# Some of us were talking about our best jobs in our careers yesterday



## Shrek (May 1, 2002)

Posted 11/19/20 9:33 PM CST

When it came around to me , most knew that when my employer retired me my yearly salary was around $60k a year but being salaried I wasn't paid OT but it made it possible for me to buy my house and ground so I surprised them by saying my best job to me was the $20 a day for 3 hours work job I had in my junior and senior years in high school because in addition to the $100 a week, my employer also furnished me a company car.

After a few "a company car for a part time employee" ribs , I said sure the company car was a 40 foot long Ford Bluebird yellow school bus but I got $100 a week and a free ride to and from school for leaving 90 minutes early and getting home 90 minutes late and i had to get a summer job to replace the $400 a month she and I got used to for 9 months of the year , but overall it was pretty good 😃

Then I said the really best one was my part time gig during the school year and 3/4 time during summer as a repair tech at the local radio and TV store during my high school and junior college time as I made money , got OJT and although it came with an occasional electrical shock, no real headache moments like the real job I groomed for

Sadly now that I am retired radio and TV repair is a thing of a bygone age, but I still get a few dead flat screens given to me that I can scrap and assemble boards from to cover my home TV needs. 

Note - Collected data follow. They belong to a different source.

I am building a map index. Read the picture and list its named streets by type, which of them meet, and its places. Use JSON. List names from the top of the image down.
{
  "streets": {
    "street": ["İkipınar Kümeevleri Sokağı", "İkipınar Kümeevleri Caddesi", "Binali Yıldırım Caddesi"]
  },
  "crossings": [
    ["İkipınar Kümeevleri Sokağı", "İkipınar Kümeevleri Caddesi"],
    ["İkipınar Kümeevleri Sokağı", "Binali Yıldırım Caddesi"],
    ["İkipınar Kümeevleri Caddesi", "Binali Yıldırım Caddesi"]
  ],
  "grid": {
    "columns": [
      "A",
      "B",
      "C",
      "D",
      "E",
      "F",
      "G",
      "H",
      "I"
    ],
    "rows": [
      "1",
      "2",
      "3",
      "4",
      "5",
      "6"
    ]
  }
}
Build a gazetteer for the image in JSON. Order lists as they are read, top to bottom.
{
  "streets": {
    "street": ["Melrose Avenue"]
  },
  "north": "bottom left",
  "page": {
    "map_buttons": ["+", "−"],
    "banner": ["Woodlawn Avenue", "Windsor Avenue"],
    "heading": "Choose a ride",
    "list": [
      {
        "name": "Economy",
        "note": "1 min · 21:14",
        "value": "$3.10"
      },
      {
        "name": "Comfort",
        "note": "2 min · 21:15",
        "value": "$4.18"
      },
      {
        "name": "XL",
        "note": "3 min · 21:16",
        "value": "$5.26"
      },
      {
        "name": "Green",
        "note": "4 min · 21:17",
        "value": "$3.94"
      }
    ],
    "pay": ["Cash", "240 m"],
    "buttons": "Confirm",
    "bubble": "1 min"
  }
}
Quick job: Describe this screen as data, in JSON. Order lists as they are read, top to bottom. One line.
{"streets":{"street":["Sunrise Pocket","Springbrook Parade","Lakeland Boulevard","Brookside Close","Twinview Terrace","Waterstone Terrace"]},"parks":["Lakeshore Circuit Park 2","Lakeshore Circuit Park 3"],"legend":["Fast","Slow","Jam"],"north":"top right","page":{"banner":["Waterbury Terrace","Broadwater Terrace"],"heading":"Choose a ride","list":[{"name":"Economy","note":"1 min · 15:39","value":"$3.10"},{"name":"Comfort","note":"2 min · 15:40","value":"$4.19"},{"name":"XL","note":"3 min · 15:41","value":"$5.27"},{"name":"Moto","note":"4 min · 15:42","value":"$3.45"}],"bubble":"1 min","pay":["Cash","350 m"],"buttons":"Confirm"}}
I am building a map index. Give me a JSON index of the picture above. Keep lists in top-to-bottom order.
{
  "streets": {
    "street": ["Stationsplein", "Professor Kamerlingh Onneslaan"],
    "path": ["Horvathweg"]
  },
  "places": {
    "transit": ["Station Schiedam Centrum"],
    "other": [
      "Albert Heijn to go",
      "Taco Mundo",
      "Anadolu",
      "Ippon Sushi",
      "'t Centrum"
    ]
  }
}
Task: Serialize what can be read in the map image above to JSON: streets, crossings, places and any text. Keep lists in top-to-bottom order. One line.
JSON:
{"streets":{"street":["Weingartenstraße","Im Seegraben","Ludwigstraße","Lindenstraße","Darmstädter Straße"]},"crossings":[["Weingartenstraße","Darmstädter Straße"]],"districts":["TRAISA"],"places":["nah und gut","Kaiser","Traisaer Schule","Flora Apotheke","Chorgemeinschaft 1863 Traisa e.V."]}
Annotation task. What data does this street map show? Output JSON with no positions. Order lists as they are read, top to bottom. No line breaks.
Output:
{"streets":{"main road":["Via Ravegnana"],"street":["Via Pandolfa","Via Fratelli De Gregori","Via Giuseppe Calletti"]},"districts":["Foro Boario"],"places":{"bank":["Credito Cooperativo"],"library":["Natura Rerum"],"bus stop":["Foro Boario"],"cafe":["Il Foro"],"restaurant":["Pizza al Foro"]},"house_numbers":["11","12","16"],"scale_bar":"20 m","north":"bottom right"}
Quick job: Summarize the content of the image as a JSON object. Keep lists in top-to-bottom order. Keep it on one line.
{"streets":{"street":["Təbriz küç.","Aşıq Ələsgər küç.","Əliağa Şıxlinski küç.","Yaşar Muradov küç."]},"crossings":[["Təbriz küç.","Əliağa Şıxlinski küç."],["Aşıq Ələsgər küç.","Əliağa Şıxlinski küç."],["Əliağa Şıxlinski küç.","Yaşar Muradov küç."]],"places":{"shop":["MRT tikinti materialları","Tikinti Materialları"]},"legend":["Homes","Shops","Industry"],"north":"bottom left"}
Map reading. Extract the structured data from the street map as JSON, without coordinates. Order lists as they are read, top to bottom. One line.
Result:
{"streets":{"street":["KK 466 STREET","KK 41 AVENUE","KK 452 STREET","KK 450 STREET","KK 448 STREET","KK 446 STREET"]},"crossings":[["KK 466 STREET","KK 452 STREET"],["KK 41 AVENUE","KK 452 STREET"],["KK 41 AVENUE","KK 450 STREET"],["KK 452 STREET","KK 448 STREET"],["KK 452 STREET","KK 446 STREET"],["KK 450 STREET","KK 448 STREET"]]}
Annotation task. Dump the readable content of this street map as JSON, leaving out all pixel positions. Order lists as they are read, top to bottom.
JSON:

So what do you consider your best job or jobs that got you to retirement? Feel free to be creative because often pay and benefit packages don't necessarily make a job the best of a life's career path.


.


----------



## Snowfan (Nov 6, 2011)

Assistant building engineer at a hockey/concert venue. Got the chance to see college hockey players become professional hockey players. Got to meet some big name stars. Never did see an actual concert. Learned to drive a Zamboni. Had an awesome chief engineer. Had lots of fun.


----------



## HonestAbe (Nov 20, 2020)

My best pay job ?
A series of administrative mistakes And me being willing to work hard and take on more work led to my making $900 a night mopping floors TWICE that on holidays!
The most fun? Working for the government researching sites in the wilderness of significant Indian historic significance.
8 hours of work a day in the Most remote areas of Alaska while the government supported camp
Life there.
So 16 hours a day to hunt fish hike and enjoy!


----------



## 67drake (May 6, 2020)

Hands down my favorite job was while I was in high school. I worked summers at Six Flags in Gurnee Illinois. I lived close so could walk or ride my bike. What a blast. I worked my behind off and was dependable, which was rarely the case with the majority of teens. So I quickly moved up to the sought after positions and paying better. To be that age with access to that many girls was a great position to be in and the work was actually fun. Obviously, just a part time teen job, but great memories. It earned me enough money to buy my first car junior year, a ‘66 GTO. 
The other job I really miss is the shop I worked in as an auto mechanic. It was a small shop and if you worked hard you could screw and joke around as much as you wanted. The other mechanics I worked with were a blast.Wild,but hard working. Even though I was a “kid”, I fit right in and had a blast.
My jobs after that were great paying, but not really great memories overall, just a job.


----------



## emdeengee (Apr 20, 2010)

Best job ever was not so much about the job which was still in finance, administration and bookkeeping but about the location and people. Civilian employee of the military but no office space available on base so our office was put into the clubhouse of the military golf club - for which we did the finances anyways. People playing golf - especially the veterans - are fun and relaxed. Beautiful views from our office and patio doors leading outside where we often sat to work.


----------



## snowlady (Aug 1, 2011)

Well, I’m not really retired but at 55 began receiving a pension check. I started at a county run nursing home as an RN then took many years off to be the mom. I started at the kids school as the librarian and teachers aide. Because it is also “government run”. My retirement years picked up where the nursing home years left off. So now I work at our nephews landscaping company as the office gal because it’s what I want to do.


----------



## RobertDane (Feb 14, 2020)

Working at Sikorsky transferring blackhawk engineering from dimensioned drawings and mylar to

*CATIA  *..a cadcam design system. Sometimes contracting jobs can be kinda slow..till the program

gets geared up. I had the whole top of the helicopter to do and another engineer had both side panels.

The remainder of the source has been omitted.